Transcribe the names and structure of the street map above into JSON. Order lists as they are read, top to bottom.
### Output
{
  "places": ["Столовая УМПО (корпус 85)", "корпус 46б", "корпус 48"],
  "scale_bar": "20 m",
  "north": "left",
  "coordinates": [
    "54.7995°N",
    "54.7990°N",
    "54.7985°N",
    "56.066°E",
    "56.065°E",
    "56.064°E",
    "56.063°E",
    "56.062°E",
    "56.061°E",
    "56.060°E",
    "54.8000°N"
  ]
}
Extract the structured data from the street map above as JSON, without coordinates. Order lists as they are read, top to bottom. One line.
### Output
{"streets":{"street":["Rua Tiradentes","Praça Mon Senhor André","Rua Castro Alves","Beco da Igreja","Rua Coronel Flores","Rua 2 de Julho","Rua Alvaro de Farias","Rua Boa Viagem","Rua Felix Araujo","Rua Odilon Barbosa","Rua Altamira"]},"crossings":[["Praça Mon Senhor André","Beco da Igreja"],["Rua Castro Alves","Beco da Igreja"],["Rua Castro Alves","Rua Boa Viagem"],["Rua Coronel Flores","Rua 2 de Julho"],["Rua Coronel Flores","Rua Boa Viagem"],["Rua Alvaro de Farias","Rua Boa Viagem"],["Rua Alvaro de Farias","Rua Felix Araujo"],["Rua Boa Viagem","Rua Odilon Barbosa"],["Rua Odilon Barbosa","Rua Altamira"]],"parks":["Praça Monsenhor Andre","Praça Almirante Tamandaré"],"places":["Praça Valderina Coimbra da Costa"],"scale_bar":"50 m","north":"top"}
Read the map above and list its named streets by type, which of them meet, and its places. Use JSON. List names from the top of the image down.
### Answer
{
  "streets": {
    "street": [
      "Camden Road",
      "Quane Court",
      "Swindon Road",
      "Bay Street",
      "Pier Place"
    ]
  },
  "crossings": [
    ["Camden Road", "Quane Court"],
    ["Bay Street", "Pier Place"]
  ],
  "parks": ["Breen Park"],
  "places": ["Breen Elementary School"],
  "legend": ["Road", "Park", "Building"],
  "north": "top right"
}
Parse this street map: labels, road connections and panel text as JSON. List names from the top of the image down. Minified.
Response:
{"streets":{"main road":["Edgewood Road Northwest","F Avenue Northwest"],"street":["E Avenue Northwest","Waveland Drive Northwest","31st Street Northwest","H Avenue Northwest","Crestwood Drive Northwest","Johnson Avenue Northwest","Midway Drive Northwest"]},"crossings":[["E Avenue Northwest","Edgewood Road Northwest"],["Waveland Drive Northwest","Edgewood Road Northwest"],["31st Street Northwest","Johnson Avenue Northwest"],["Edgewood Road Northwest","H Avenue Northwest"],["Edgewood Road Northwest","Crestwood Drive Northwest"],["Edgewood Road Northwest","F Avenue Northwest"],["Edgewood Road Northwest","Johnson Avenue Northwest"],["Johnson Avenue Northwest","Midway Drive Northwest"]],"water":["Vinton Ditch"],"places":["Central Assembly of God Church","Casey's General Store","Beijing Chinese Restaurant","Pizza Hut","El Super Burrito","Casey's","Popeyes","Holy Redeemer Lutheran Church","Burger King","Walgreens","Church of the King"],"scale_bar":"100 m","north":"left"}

+===+

Directions: Set down the whole listing once more, precisely as written.

Answer area:
Transcribe the names and structure of the street map above into JSON. Order lists as they are read, top to bottom.
### Output
{
  "places": ["Столовая УМПО (корпус 85)", "корпус 46б", "корпус 48"],
  "scale_bar": "20 m",
  "north": "left",
  "coordinates": [
    "54.7995°N",
    "54.7990°N",
    "54.7985°N",
    "56.066°E",
    "56.065°E",
    "56.064°E",
    "56.063°E",
    "56.062°E",
    "56.061°E",
    "56.060°E",
    "54.8000°N"
  ]
}
Extract the structured data from the street map above as JSON, without coordinates. Order lists as they are read, top to bottom. One line.
### Output
{"streets":{"street":["Rua Tiradentes","Praça Mon Senhor André","Rua Castro Alves","Beco da Igreja","Rua Coronel Flores","Rua 2 de Julho","Rua Alvaro de Farias","Rua Boa Viagem","Rua Felix Araujo","Rua Odilon Barbosa","Rua Altamira"]},"crossings":[["Praça Mon Senhor André","Beco da Igreja"],["Rua Castro Alves","Beco da Igreja"],["Rua Castro Alves","Rua Boa Viagem"],["Rua Coronel Flores","Rua 2 de Julho"],["Rua Coronel Flores","Rua Boa Viagem"],["Rua Alvaro de Farias","Rua Boa Viagem"],["Rua Alvaro de Farias","Rua Felix Araujo"],["Rua Boa Viagem","Rua Odilon Barbosa"],["Rua Odilon Barbosa","Rua Altamira"]],"parks":["Praça Monsenhor Andre","Praça Almirante Tamandaré"],"places":["Praça Valderina Coimbra da Costa"],"scale_bar":"50 m","north":"top"}
Read the map above and list its named streets by type, which of them meet, and its places. Use JSON. List names from the top of the image down.
### Answer
{
  "streets": {
    "street": [
      "Camden Road",
      "Quane Court",
      "Swindon Road",
      "Bay Street",
      "Pier Place"
    ]
  },
  "crossings": [
    ["Camden Road", "Quane Court"],
    ["Bay Street", "Pier Place"]
  ],
  "parks": ["Breen Park"],
  "places": ["Breen Elementary School"],
  "legend": ["Road", "Park", "Building"],
  "north": "top right"
}
Parse this street map: labels, road connections and panel text as JSON. List names from the top of the image down. Minified.
Response:
{"streets":{"main road":["Edgewood Road Northwest","F Avenue Northwest"],"street":["E Avenue Northwest","Waveland Drive Northwest","31st Street Northwest","H Avenue Northwest","Crestwood Drive Northwest","Johnson Avenue Northwest","Midway Drive Northwest"]},"crossings":[["E Avenue Northwest","Edgewood Road Northwest"],["Waveland Drive Northwest","Edgewood Road Northwest"],["31st Street Northwest","Johnson Avenue Northwest"],["Edgewood Road Northwest","H Avenue Northwest"],["Edgewood Road Northwest","Crestwood Drive Northwest"],["Edgewood Road Northwest","F Avenue Northwest"],["Edgewood Road Northwest","Johnson Avenue Northwest"],["Johnson Avenue Northwest","Midway Drive Northwest"]],"water":["Vinton Ditch"],"places":["Central Assembly of God Church","Casey's General Store","Beijing Chinese Restaurant","Pizza Hut","El Super Burrito","Casey's","Popeyes","Holy Redeemer Lutheran Church","Burger King","Walgreens","Church of the King"],"scale_bar":"100 m","north":"left"}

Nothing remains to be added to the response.